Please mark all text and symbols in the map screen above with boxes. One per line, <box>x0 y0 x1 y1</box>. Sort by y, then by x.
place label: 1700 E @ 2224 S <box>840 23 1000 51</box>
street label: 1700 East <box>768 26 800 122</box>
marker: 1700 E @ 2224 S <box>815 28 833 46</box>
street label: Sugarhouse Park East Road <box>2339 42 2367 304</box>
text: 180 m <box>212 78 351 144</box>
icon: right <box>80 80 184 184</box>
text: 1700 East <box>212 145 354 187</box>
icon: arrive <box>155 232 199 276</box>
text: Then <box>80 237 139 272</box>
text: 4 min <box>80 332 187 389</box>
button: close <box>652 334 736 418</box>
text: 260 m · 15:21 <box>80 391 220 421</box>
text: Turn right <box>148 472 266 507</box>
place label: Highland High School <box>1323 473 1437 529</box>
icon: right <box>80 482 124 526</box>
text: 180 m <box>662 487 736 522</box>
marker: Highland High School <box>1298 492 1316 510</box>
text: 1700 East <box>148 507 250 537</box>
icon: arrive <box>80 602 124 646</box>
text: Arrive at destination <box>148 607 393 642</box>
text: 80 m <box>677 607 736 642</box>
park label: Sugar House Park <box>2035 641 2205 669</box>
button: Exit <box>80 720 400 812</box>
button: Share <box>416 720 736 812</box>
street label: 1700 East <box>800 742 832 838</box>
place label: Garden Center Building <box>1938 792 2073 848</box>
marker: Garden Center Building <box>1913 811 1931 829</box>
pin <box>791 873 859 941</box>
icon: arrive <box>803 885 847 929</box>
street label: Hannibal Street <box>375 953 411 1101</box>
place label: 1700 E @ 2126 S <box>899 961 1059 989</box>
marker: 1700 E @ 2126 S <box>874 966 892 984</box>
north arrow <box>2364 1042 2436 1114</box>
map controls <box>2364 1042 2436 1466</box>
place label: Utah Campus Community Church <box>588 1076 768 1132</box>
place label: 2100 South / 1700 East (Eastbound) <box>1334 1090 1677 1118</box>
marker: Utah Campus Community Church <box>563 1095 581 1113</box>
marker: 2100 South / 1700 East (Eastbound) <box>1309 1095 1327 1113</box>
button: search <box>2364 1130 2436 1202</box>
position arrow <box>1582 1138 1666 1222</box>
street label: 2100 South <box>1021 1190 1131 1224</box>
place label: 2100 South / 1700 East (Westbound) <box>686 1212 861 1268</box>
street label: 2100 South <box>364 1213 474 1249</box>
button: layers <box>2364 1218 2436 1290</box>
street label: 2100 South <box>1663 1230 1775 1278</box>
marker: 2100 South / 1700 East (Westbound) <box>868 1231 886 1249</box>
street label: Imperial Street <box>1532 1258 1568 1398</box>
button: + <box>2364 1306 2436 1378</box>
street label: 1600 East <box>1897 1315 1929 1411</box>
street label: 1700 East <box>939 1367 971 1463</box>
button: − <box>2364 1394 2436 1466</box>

* WORK ORDER *
Whenever the string "right" shows up in a line of the records, copy that line.

* RESULT *
icon: right <box>80 80 184 184</box>
text: Turn right <box>148 472 266 507</box>
icon: right <box>80 482 124 526</box>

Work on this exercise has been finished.